WHAT IS EXPECTED: Could you repeat all of the entries word for word, minus any pictures?
** DATASET EXCERPTS follows **
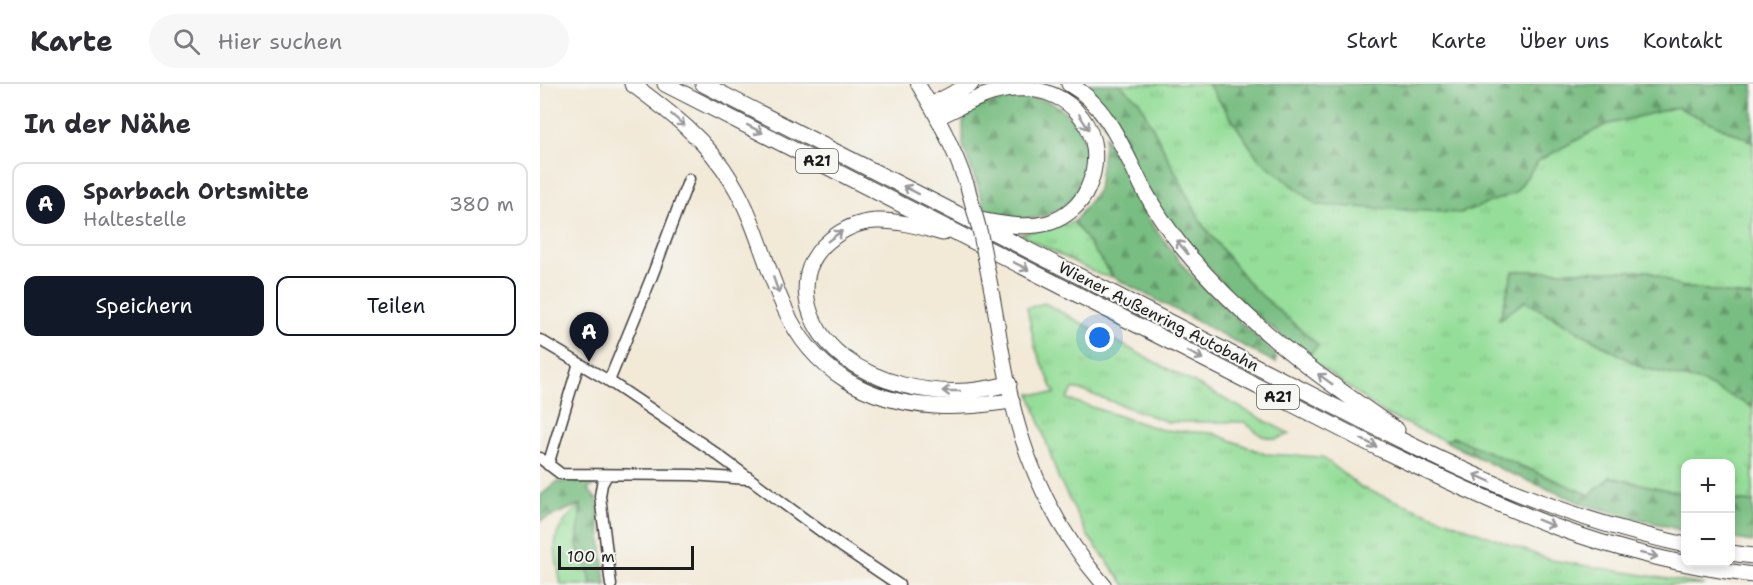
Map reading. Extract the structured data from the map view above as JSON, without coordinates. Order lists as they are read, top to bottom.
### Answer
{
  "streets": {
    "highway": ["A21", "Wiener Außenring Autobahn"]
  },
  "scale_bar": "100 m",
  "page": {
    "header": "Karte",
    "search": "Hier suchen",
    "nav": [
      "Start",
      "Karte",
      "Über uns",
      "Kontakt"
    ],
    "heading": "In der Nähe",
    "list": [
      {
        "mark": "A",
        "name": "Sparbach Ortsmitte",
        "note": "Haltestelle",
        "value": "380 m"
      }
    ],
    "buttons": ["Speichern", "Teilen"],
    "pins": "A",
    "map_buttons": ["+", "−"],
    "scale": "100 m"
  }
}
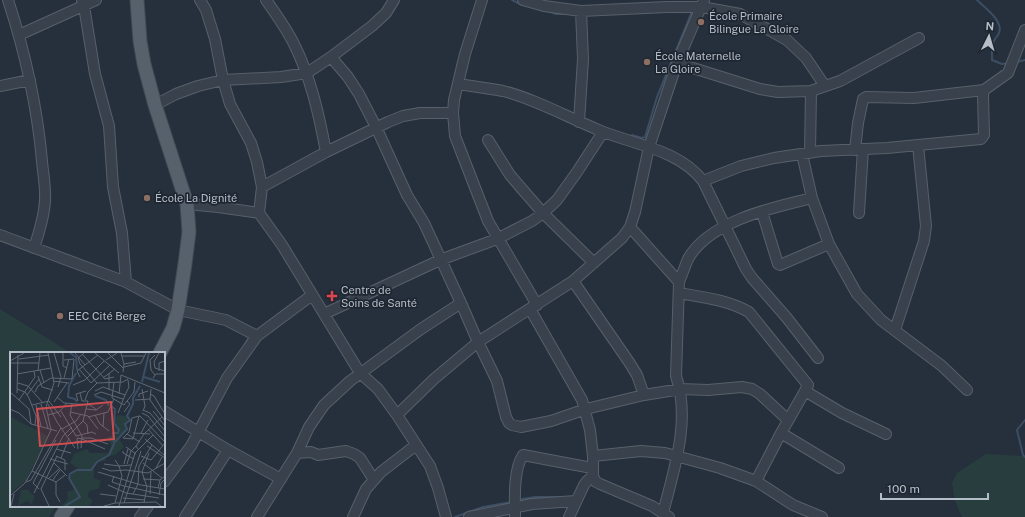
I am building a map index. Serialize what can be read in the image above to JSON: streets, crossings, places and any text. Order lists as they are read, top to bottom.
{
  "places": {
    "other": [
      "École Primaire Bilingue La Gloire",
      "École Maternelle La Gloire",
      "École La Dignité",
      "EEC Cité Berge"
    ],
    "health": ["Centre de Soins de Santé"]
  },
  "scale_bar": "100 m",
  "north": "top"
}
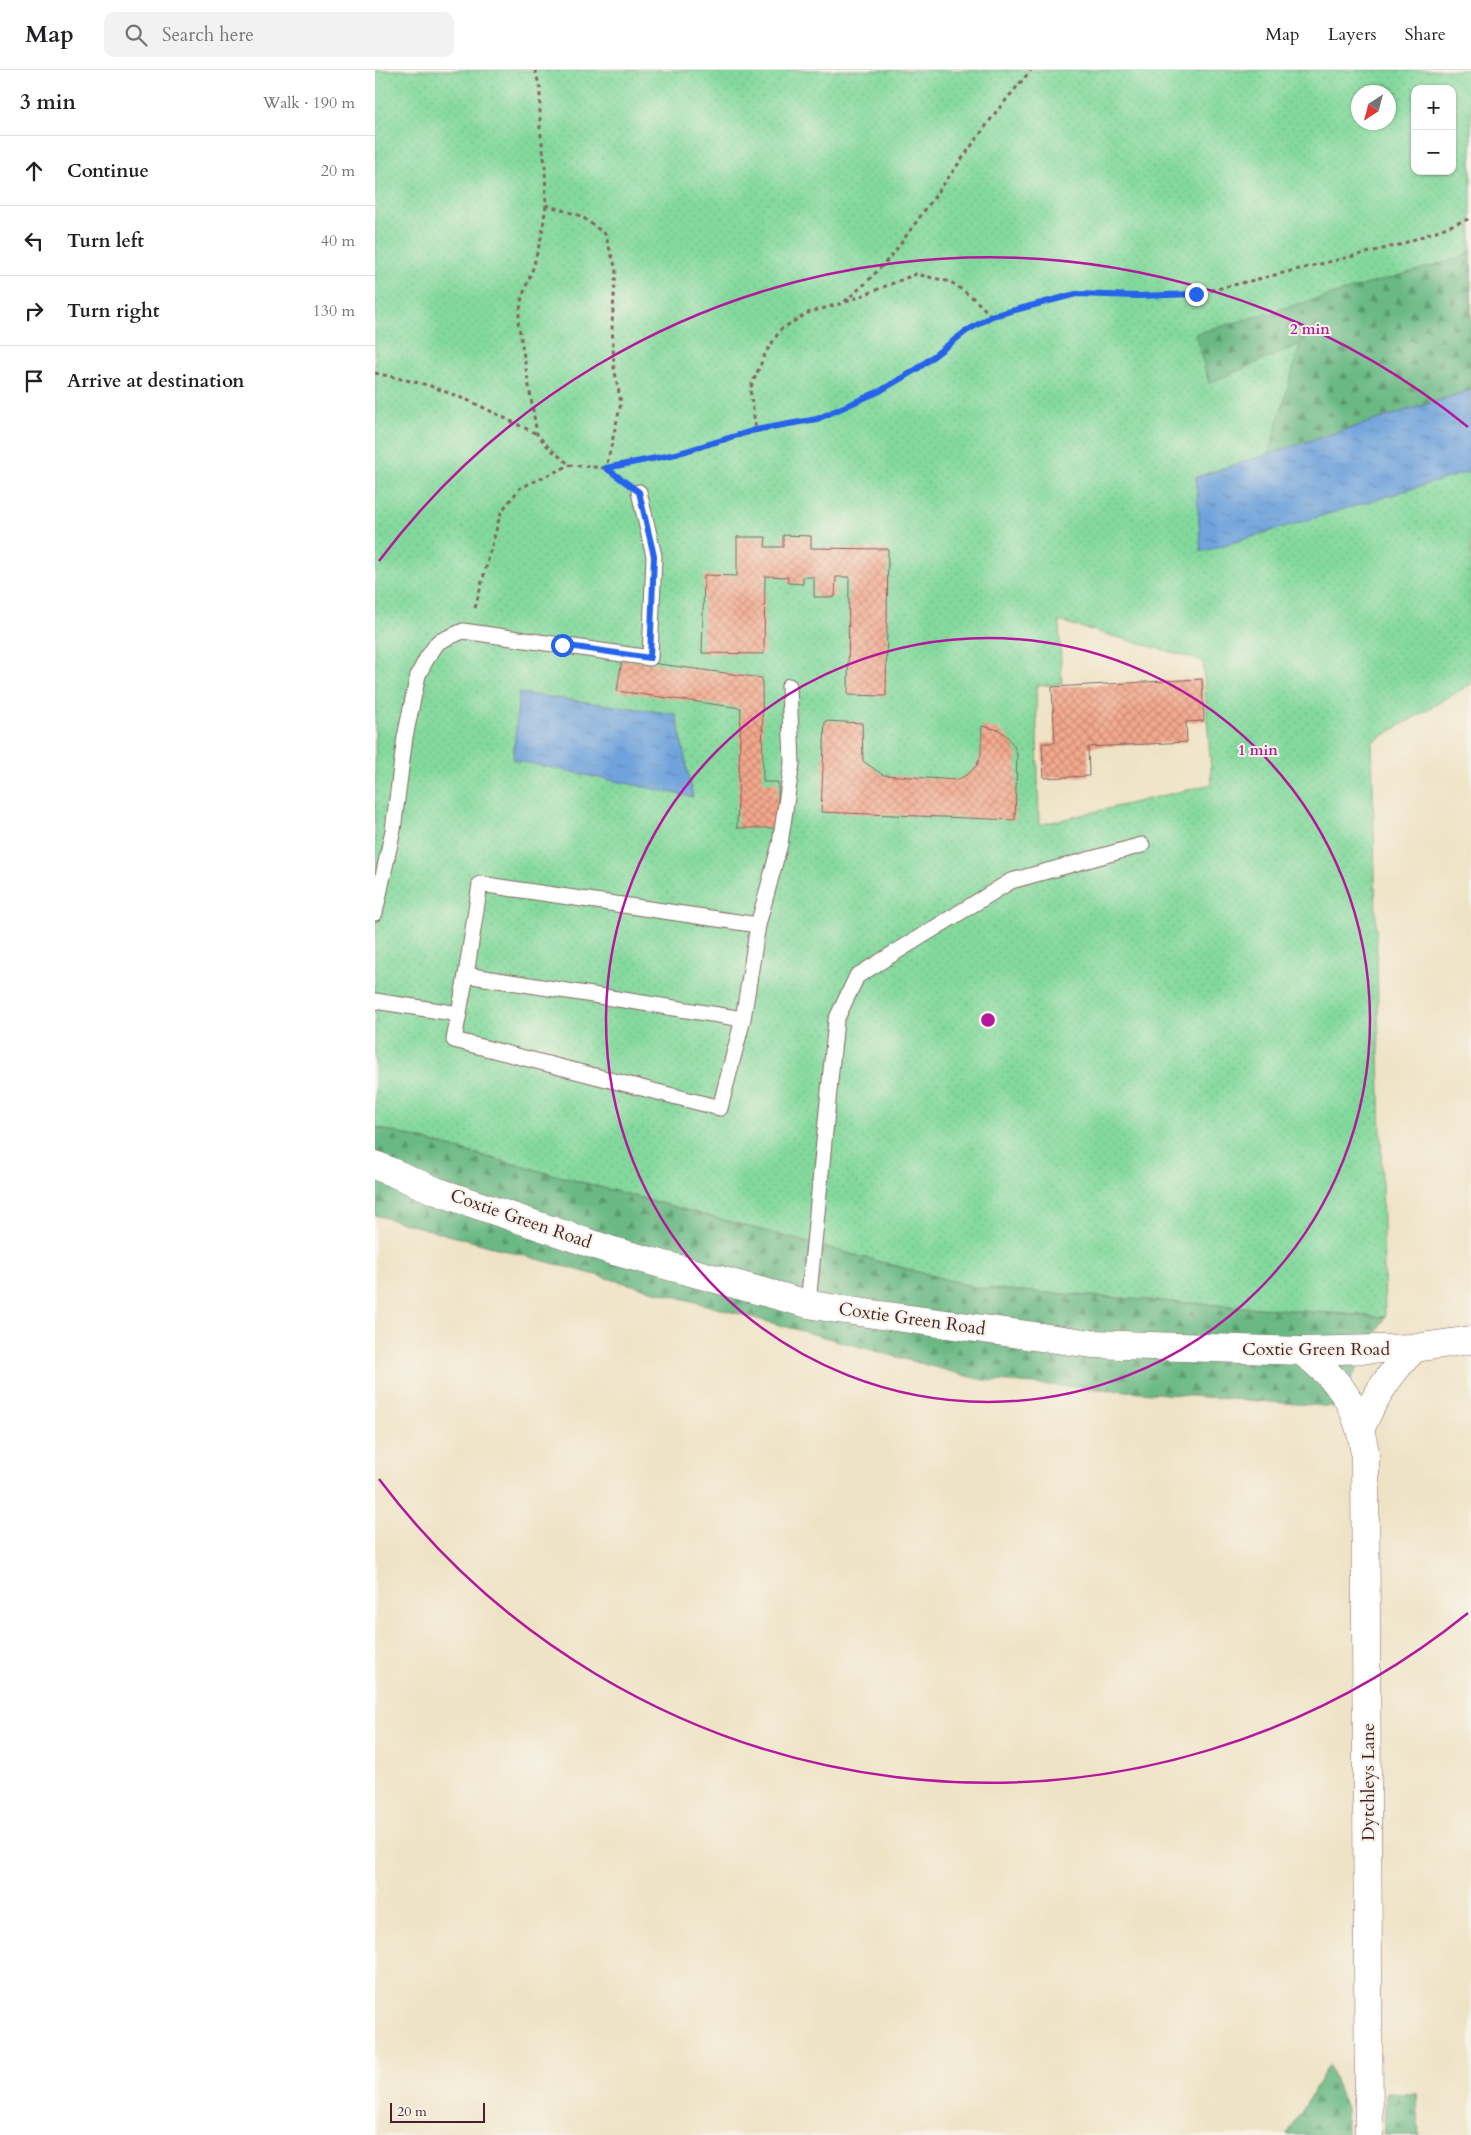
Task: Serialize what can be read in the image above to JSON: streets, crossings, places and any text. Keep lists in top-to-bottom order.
** End of DATASET EXCERPTS **
WRITTEN REPLY:
Map reading. Extract the structured data from the map view above as JSON, without coordinates. Order lists as they are read, top to bottom.
### Answer
{
  "streets": {
    "highway": ["A21", "Wiener Außenring Autobahn"]
  },
  "scale_bar": "100 m",
  "page": {
    "header": "Karte",
    "search": "Hier suchen",
    "nav": [
      "Start",
      "Karte",
      "Über uns",
      "Kontakt"
    ],
    "heading": "In der Nähe",
    "list": [
      {
        "mark": "A",
        "name": "Sparbach Ortsmitte",
        "note": "Haltestelle",
        "value": "380 m"
      }
    ],
    "buttons": ["Speichern", "Teilen"],
    "pins": "A",
    "map_buttons": ["+", "−"],
    "scale": "100 m"
  }
}
I am building a map index. Serialize what can be read in the image above to JSON: streets, crossings, places and any text. Order lists as they are read, top to bottom.
{
  "places": {
    "other": [
      "École Primaire Bilingue La Gloire",
      "École Maternelle La Gloire",
      "École La Dignité",
      "EEC Cité Berge"
    ],
    "health": ["Centre de Soins de Santé"]
  },
  "scale_bar": "100 m",
  "north": "top"
}
Task: Serialize what can be read in the image above to JSON: streets, crossings, places and any text. Keep lists in top-to-bottom order.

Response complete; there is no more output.